NovImmune SA, Geneva, Switzerland.
Cancer Res. 2014 Nov 15;74(22):6430-40. doi: 10.1158/0008-5472.CAN-14-1149. Epub 2014 Sep 24.
Plasmacytoid dendritic cells (pDC) rapidly and massively produce type I IFN and other inflammatory cytokines in response to foreign nucleic acids, thereby indirectly influencing T-cell responses. Moreover, antigen (Ag)-presenting pDCs directly regulate T-cell differentiation. Depending on the immune environment, pDCs exhibit either tolerogenic or immunogenic properties. Here, we show that CpG-activated pDCs promote efficient Th17 differentiation. Indeed, Th17 responses are defective in mice selectively lacking MHCII on pDCs upon antigenic challenge. Importantly, in those mice, the frequency of Th17 cells infiltrating solid tumors is impaired. As a result, the recruitment of infiltrating leukocytes in tumors, including tumor-specific cytotoxic T lymphocytes (CTL), is altered and results in increased tumor growth. Importantly, following immunization with tumor Ag and CpG-B, MHCII-restricted Ag presentation by pDCs promotes the differentiation of antitumor Th17 cells that induce intratumor CTL recruitment and subsequent regression of established tumors. Our results highlight a new role for Ag presenting activated pDCs in promoting the development of Th17 cells and impacting on antitumor immunity.

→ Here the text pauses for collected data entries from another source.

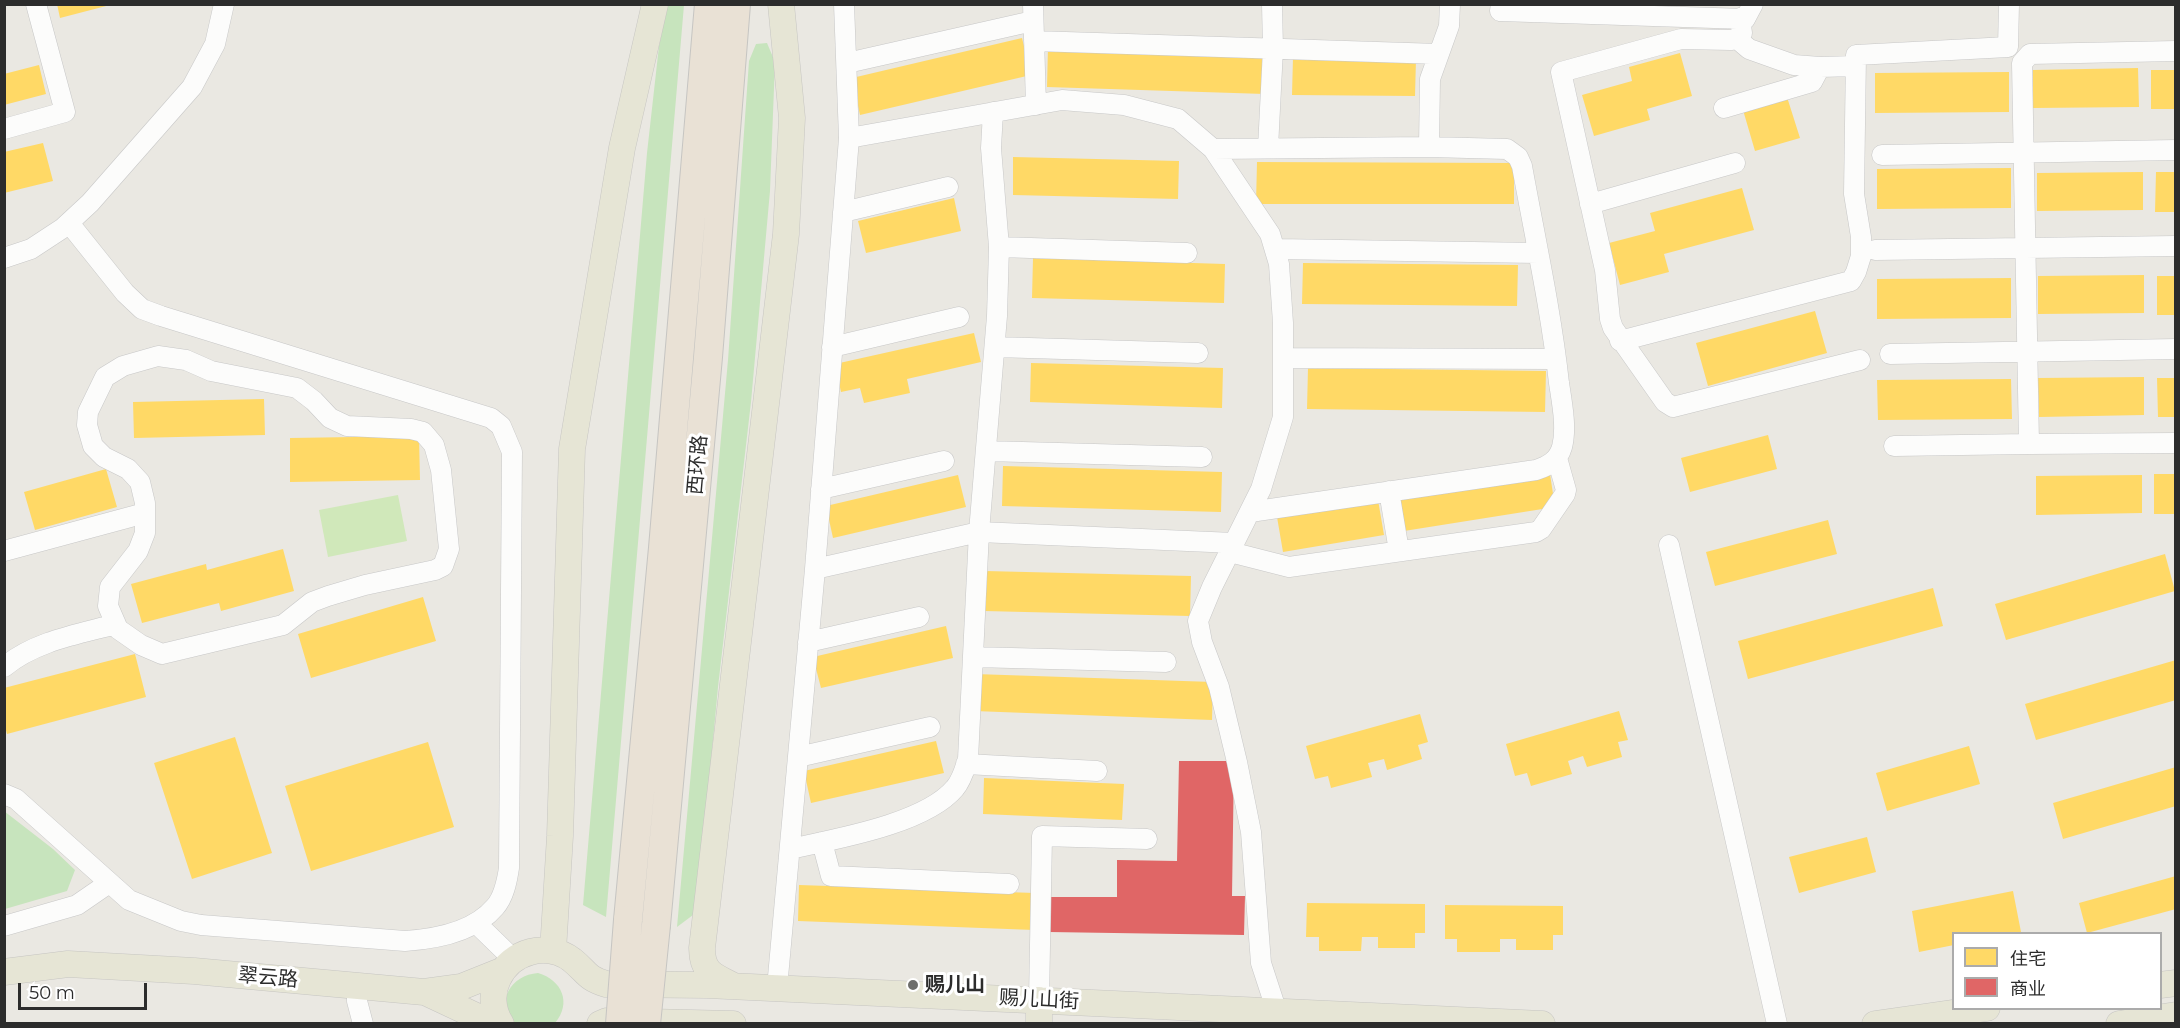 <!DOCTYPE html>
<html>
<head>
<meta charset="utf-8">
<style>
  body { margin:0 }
  #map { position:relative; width:2180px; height:1028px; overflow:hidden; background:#eae8e2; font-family:Montserrat,"Noto Sans SC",sans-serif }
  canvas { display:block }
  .frame { position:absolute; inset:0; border:6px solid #2c2c2c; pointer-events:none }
  .legend { position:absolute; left:1952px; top:932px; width:210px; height:78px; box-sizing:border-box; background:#fff; border:2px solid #ababab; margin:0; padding:8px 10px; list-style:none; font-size:18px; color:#2c2c2c }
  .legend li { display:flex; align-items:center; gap:12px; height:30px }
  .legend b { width:30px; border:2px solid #ababab }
  .scale { position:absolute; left:18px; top:983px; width:129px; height:27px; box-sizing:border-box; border:3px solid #2c2c2c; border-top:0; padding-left:8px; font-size:18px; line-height:21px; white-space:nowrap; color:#2c2c2c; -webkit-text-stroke:4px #fff; paint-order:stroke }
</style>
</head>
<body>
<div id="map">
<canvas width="2180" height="1028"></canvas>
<div class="frame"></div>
<ul class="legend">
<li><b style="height:16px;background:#ffd966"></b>住宅</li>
<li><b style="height:16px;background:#e06666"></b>商业</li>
</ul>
<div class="scale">50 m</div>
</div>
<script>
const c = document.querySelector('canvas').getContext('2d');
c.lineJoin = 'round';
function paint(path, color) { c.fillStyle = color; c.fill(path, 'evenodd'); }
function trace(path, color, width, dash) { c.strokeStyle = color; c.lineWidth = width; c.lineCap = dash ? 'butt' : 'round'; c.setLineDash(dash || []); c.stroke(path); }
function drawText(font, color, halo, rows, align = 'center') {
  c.font = font + ' Montserrat,"Noto Sans SC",sans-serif'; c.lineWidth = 6; c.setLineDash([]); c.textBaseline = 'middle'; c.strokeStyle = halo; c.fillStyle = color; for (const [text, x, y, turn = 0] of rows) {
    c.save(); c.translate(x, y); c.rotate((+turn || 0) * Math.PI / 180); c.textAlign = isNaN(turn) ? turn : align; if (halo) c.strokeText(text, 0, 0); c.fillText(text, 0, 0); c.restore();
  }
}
paint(new Path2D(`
  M667,5H684L606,917L583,905L647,153L659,46Z
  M767,43L775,62L770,191L751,402L718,687L697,912L677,927L728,360L749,61L756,44Z
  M4,811L53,849L75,870L67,891L5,909Z
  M538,973C562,980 572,1003 555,1023H515C494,1002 511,975 538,973Z`), '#c7e4bd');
paint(new Path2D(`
  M398,495L407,541L328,557L319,510Z`), '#d0e8ba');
paint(new Path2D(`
  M57,4H110V5L60,18Z
  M1022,38L1031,75L860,115L852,78Z
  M1048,47L1266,54L1265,94L1047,87Z
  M1680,53L1692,96L1647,109L1650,120L1594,136L1582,95L1632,81L1629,67Z
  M1293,57L1416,59L1415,96L1292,95Z
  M39,65L46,94L4,105V74Z
  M2138,68L2139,107L2033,108V70Z
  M2151,70H2176V109H2151Z
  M2009,72V112L1875,113V73Z
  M1787,97L1800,138L1755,151L1743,110Z
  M43,143L53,181L4,193V152Z
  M1013,157L1179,161L1178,199L1013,195Z
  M1257,162L1514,163V204H1256Z
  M2011,168V208L1877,209V169Z
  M2143,172V210L2037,211V173Z
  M2156,172H2176V212H2155Z
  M1742,188L1754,230L1664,254L1669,272L1620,285L1609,243L1655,231L1650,213Z
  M954,198L961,231L866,253L858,221Z
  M1033,258L1225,264L1224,303L1032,298Z
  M1303,263L1518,265L1517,306L1302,304Z
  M2144,275V313L2038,314V276Z
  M2157,276H2176V315H2157Z
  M2011,278V318L1877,319V279Z
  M1815,311L1827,353L1708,386L1696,343Z
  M974,333L981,362L907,379L910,393L864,403L860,388L841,392L835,364Z
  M1031,363L1223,368L1222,408L1030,402Z
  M1308,368L1546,371L1545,412L1307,409Z
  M2144,377V415L2039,417L2038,378Z
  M2157,378H2176V417H2158Z
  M2011,379L2012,419L1878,420L1877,380Z
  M264,399L265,435L134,438L133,402Z
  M1768,435L1777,469L1690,492L1681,458Z
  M419,436L420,480L290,482V438Z
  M1003,466L1222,472L1221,512L1002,506Z
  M106,469L117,507L35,530L24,492Z
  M1550,474L1555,507L1404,531L1399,498Z
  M2154,474H2176V514H2154Z
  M958,475L966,507L833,538L826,506Z
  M2142,475V513L2036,515V476Z
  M1378,500L1384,535L1283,552L1277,517Z
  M1828,520L1837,554L1715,586L1706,552Z
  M283,549L294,591L221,611L219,603L142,623L131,584L206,564L207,570Z
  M2165,554L2175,591L2006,640L1995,604Z
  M985,571L1191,576L1190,616L984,611Z
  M1933,588L1943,626L1748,679L1738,641Z
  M423,597L436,641L311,678L298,634Z
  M946,626L953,658L821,688L813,657Z
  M135,654L146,697L7,734L4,723V688Z
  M2176,660V700L2036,740L2025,704Z
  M975,674L1213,682L1212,720L974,711Z
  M1619,711L1628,740L1618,742L1622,757L1587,767L1583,756L1568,761L1572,774L1531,786L1527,773L1515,776L1506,744Z
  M1420,714L1428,742L1418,745L1422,759L1387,770L1384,759L1368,763L1372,777L1331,788L1328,776L1315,779L1306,746Z
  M235,737L272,853L192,879L154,763Z
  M936,741L944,773L811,803L804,771Z
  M428,742L454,827L311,871L285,786Z
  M1969,746L1980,784L1887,811L1876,773Z
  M2176,767V806L2063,839L2053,803Z
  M984,778L1124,784L1122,820L983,814Z
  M1867,837L1876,872L1799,893L1789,857Z
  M2176,876V909L2087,933L2079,903Z
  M799,885L1035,893L1034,930L798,921Z
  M2013,891L2021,932L1954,934V945L1919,952L1912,911Z
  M1307,903L1425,904V933H1415V948H1378V937H1362L1361,951H1319V937H1306Z
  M1445,905L1563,906V935H1553V950H1516V939H1500V952H1457V939H1445Z`), '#ffd966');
paint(new Path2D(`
  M1179,761H1234L1232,896H1245L1244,935L1049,932L1050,897H1117V860L1177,861Z`), '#e06666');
const minor = new Path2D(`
  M1033,4L1036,105
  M1501,4L1500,11L1745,19L1753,4
  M1740,18L1742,33L1739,38L1731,40L1681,39L1561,72L1605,270L1610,319L1613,328L1665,402L1673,407L1860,360
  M1739,38L1742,43L1749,49L1794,65L1820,67L1855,66
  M1034,41L1439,54
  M2176,51L2030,54L2022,63L2029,444L2176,443
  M847,63L1033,21
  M1724,108L1812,82L1820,67
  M4,129L65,112L36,4
  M849,138L1062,100L1124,105L1178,119L1213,149L1270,234L1279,264L1283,323V417L1261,489L1212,587L1198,621L1202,642L1219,687L1237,762L1251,832L1261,963L1277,1012
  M1429,147L1430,79L1449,26L1450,4
  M1268,148L1273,49L1272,4
  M1213,149L1429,147L1507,149L1518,157L1522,166C1535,238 1551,310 1559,383C1562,403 1567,428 1562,447C1558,461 1548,466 1536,470L1250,512
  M1882,155L2176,150
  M1590,204L1735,163
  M843,212L948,187
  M999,247L1187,253
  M1275,249L1538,253
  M1875,250L2176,246
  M4,258L31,249L63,228L90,203L192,87L215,44L224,4
  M1620,341L1851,281L1856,272L1861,256V237L1854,194L1856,55L2008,47L2009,4
  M832,347L959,317
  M995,347L1198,353
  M1890,354L2176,349
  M158,356L186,360L211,371L297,388L314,401L330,418L347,426L411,429L423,432L434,445L441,470L449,549L443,566L435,570L365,585L328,596L312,602L283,625L162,654L141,645L118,629L108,606L110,587L138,551L145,533V503L140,482L128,469L104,457L93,446L87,425L88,412L105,377L123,366Z
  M1283,358L1556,359
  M1894,446L2029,444
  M986,451L1202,457
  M821,489L944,461
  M1389,491L1399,551
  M1669,545L1777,1024
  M4,551L145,513
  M1230,552L1289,567L1536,532L1541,529L1565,494L1566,490L1557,458
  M815,569L979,532L1234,543
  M808,642L919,617
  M973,657L1166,662
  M4,667C35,641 79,634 116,624
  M798,757L930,727
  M966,764L1097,771
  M4,794L16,799L129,900L181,921L201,925L405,941C436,939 474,932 495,907C504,897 507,881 509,868L512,452L501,426L491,418L161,316L142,309L125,293L69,223
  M822,842L831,876L1009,884
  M790,849C835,839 925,824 955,788C962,780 965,768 968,759L979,532L997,316L999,247L991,148L993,112
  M476,923L513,959
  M4,926L77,905L109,883
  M357,986V1001L363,1024
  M777,988L815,569L849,138L844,4
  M1039,1000L1042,836L1147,839`);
const major = new Path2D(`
  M553,951L560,836L572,449L622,148L655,4
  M4,972L68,964L194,971L424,992L461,987L501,971
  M2160,985L2176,983
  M734,986C714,976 702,973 702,948L786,234L792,118L781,4
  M427,993L493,1024
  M501,1024C492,1010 491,993 498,979C511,951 547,941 572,960C587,972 586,978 606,984L707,985L1542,1024
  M600,1024L607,1021L733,1024
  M1039,1024V1000
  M1875,1024L1987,1008
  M2119,1024L2176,1015`);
const highway = new Path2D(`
  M628,920L663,548L709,4
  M656,925L708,357L736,4`);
trace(minor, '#c7c7c7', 21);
trace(major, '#c6c5c2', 27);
trace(highway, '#c6c5c2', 30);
trace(minor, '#fcfcfb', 20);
trace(major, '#e6e5d5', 26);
trace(highway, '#e9e1d5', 28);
const highwayBridge = new Path2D(`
  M620,1024L628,920
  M646,1024L656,925`);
trace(highwayBridge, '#c6c5c2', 30, []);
trace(highwayBridge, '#e9e1d5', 28);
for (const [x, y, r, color] of [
  [913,985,6,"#6e6e6c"]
]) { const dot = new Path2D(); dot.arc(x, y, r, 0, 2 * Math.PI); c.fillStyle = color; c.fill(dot); trace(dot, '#fff', 2); }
drawText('20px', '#2c2c2c', '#fff', [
  ["西环路",698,465,-85],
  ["翠云路",268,978,5],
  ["赐儿山街",1039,1000,3]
]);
drawText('bold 20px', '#2c2c2c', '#fff', [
  ["赐儿山",925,985]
], 'left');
</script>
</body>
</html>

浆细胞样树突状细胞(pDC)在受到外源核酸的刺激后,会迅速大量地产生 I 型干扰素和其他炎症细胞因子,从而间接影响 T 细胞的反应。此外,抗原呈递 pDC 还可以直接调节 T 细胞的分化。pDC 根据免疫环境的不同,表现出耐受性或免疫原性的特性。在这里,我们发现 CpG 激活的 pDC 可以促进 Th17 细胞的有效分化。实际上,在抗原刺激下,特异性缺失 pDC 上 MHCII 的小鼠的 Th17 反应会出现缺陷。重要的是,在这些小鼠中,浸润实体瘤的 Th17 细胞的频率受损。结果,肿瘤内浸润白细胞的募集,包括肿瘤特异性细胞毒性 T 淋巴细胞(CTL),发生改变,导致肿瘤生长增加。重要的是,在用肿瘤抗原和 CpG-B 进行免疫接种后,pDC 上 MHCII 限制的抗原呈递促进了抗肿瘤 Th17 细胞的分化,诱导肿瘤内 CTL 的募集,并随后导致已建立的肿瘤消退。我们的研究结果强调了活化的抗原呈递 pDC 在促进 Th17 细胞的发育和影响抗肿瘤免疫中的新作用。